##### SUPPLIED DATA
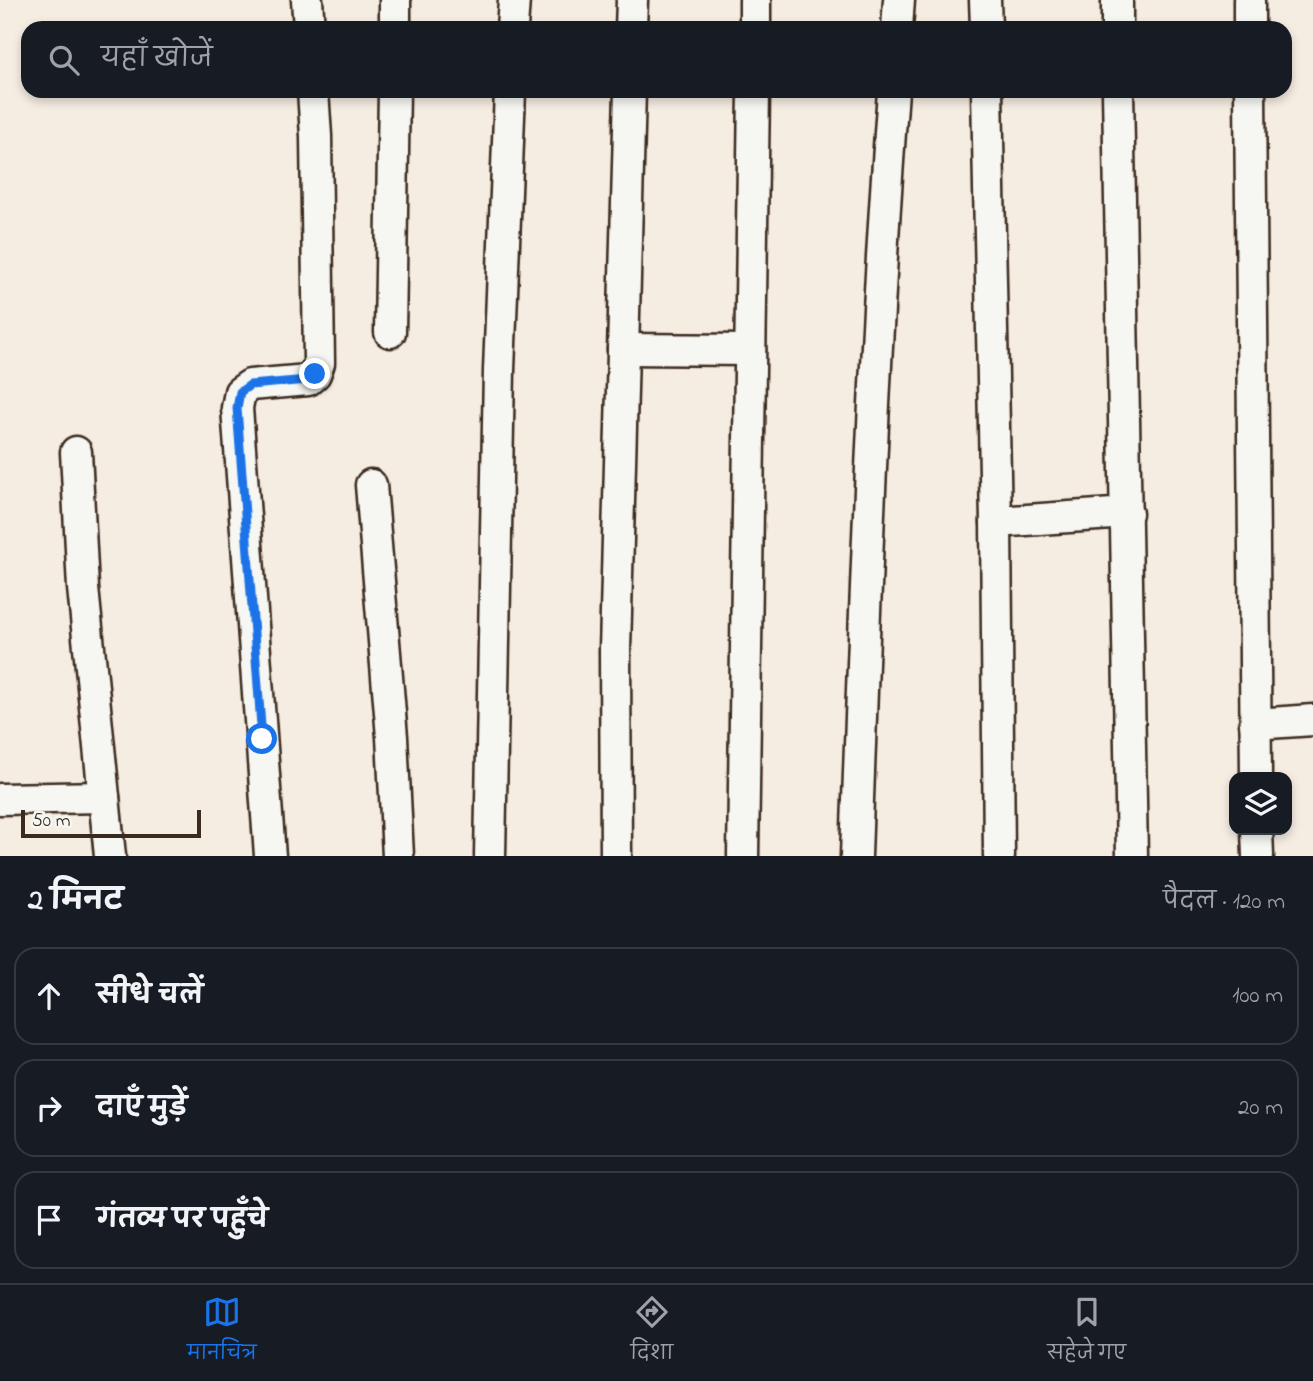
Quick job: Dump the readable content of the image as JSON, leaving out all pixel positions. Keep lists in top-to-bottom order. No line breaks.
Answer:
{"scale_bar":"50 m","page":{"search":"यहाँ खोजें","scale":"50 m","heading":["2 मिनट","पैदल · 120 m"],"list":[["सीधे चलें","100 m"],["दाएँ मुड़ें","20 m"],"गंतव्य पर पहुँचे"],"nav":["मानचित्र","दिशा","सहेजे गए"]}}
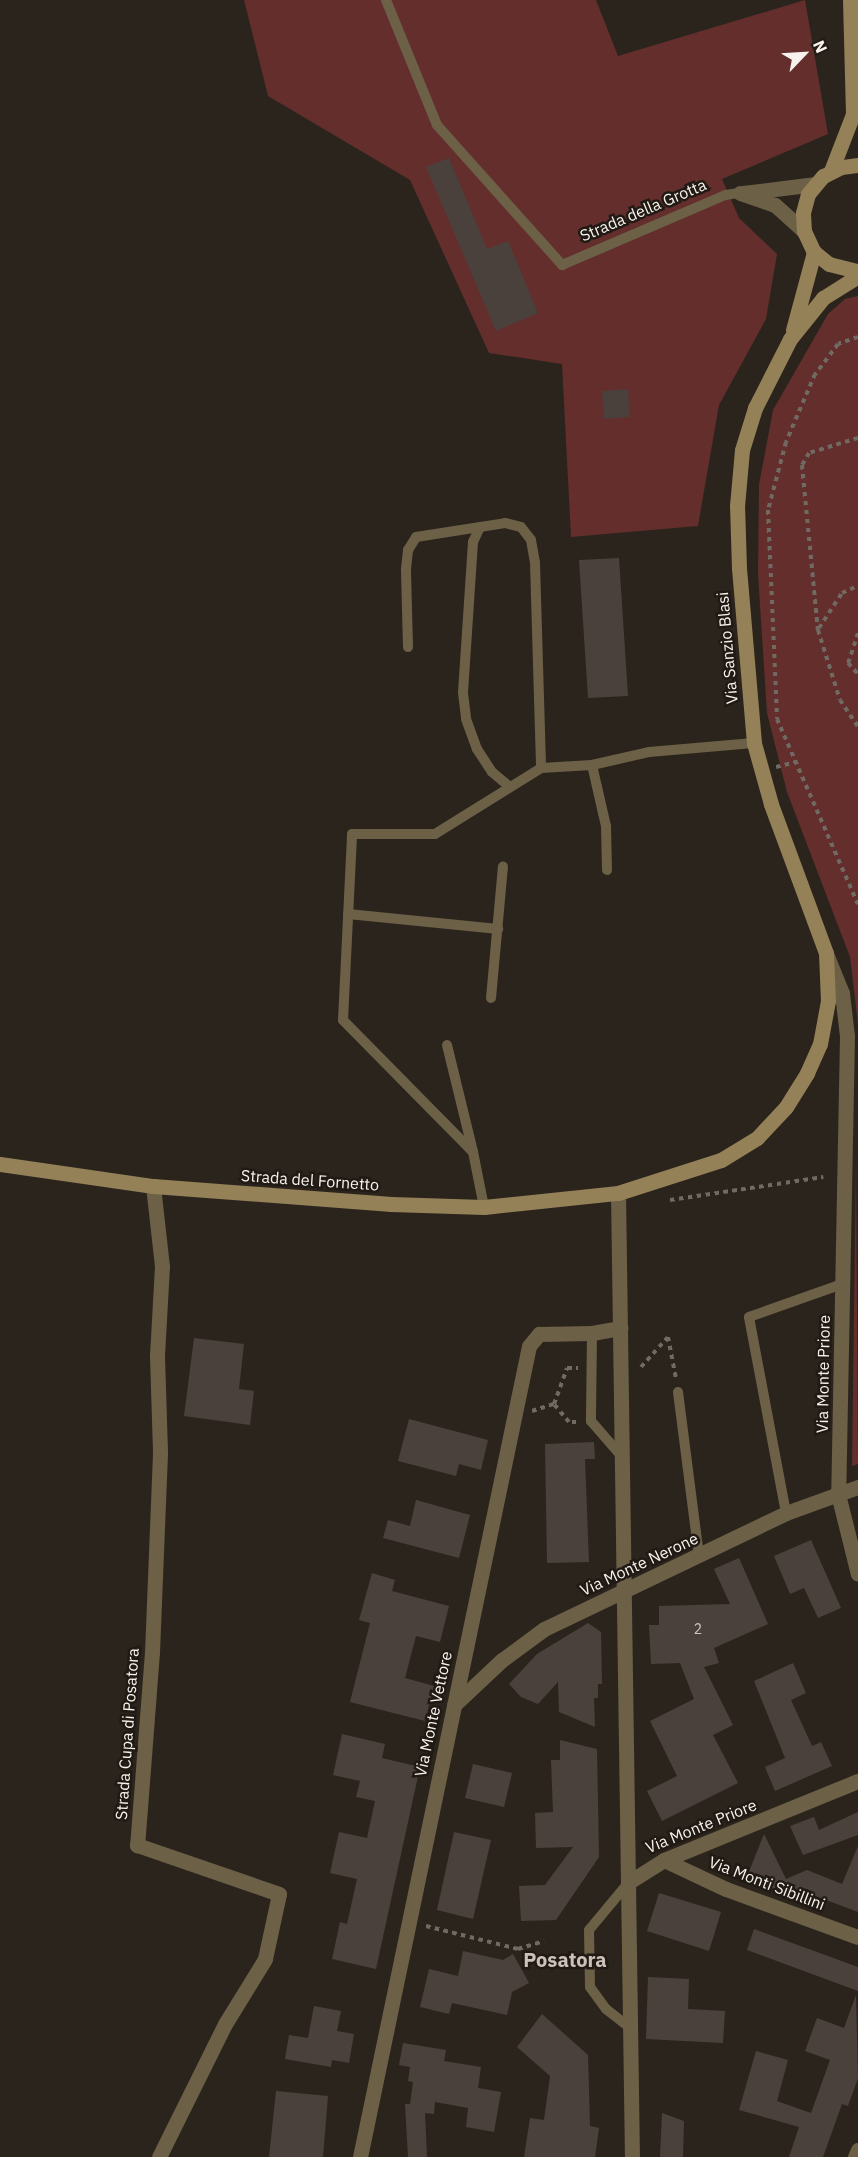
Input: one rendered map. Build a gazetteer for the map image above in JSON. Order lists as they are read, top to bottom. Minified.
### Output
{"streets":{"street":["Strada della Grotta","Via Sanzio Blasi","Strada del Fornetto","Via Monte Priore","Via Monte Nerone","Via Monte Vettore","Strada Cupa di Posatora","Via Monti Sibillini"]},"crossings":[["Via Sanzio Blasi","Strada del Fornetto"],["Via Sanzio Blasi","Via Monte Priore"],["Strada del Fornetto","Strada Cupa di Posatora"],["Via Monte Priore","Via Monte Nerone"],["Via Monte Priore","Via Monti Sibillini"],["Via Monte Nerone","Via Monte Vettore"]],"districts":["Posatora"],"house_numbers":["2"],"north":"top right"}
##########
■ **WHAT IS REQUIRED**
Leave out the pictures, then copy all the remaining text in the records exactly.

■ **RESPONSE TO THE TASK**
Quick job: Dump the readable content of the image as JSON, leaving out all pixel positions. Keep lists in top-to-bottom order. No line breaks.
Answer:
{"scale_bar":"50 m","page":{"search":"यहाँ खोजें","scale":"50 m","heading":["2 मिनट","पैदल · 120 m"],"list":[["सीधे चलें","100 m"],["दाएँ मुड़ें","20 m"],"गंतव्य पर पहुँचे"],"nav":["मानचित्र","दिशा","सहेजे गए"]}}
Input: one rendered map. Build a gazetteer for the map image above in JSON. Order lists as they are read, top to bottom. Minified.
### Output
{"streets":{"street":["Strada della Grotta","Via Sanzio Blasi","Strada del Fornetto","Via Monte Priore","Via Monte Nerone","Via Monte Vettore","Strada Cupa di Posatora","Via Monti Sibillini"]},"crossings":[["Via Sanzio Blasi","Strada del Fornetto"],["Via Sanzio Blasi","Via Monte Priore"],["Strada del Fornetto","Strada Cupa di Posatora"],["Via Monte Priore","Via Monte Nerone"],["Via Monte Priore","Via Monti Sibillini"],["Via Monte Nerone","Via Monte Vettore"]],"districts":["Posatora"],"house_numbers":["2"],"north":"top right"}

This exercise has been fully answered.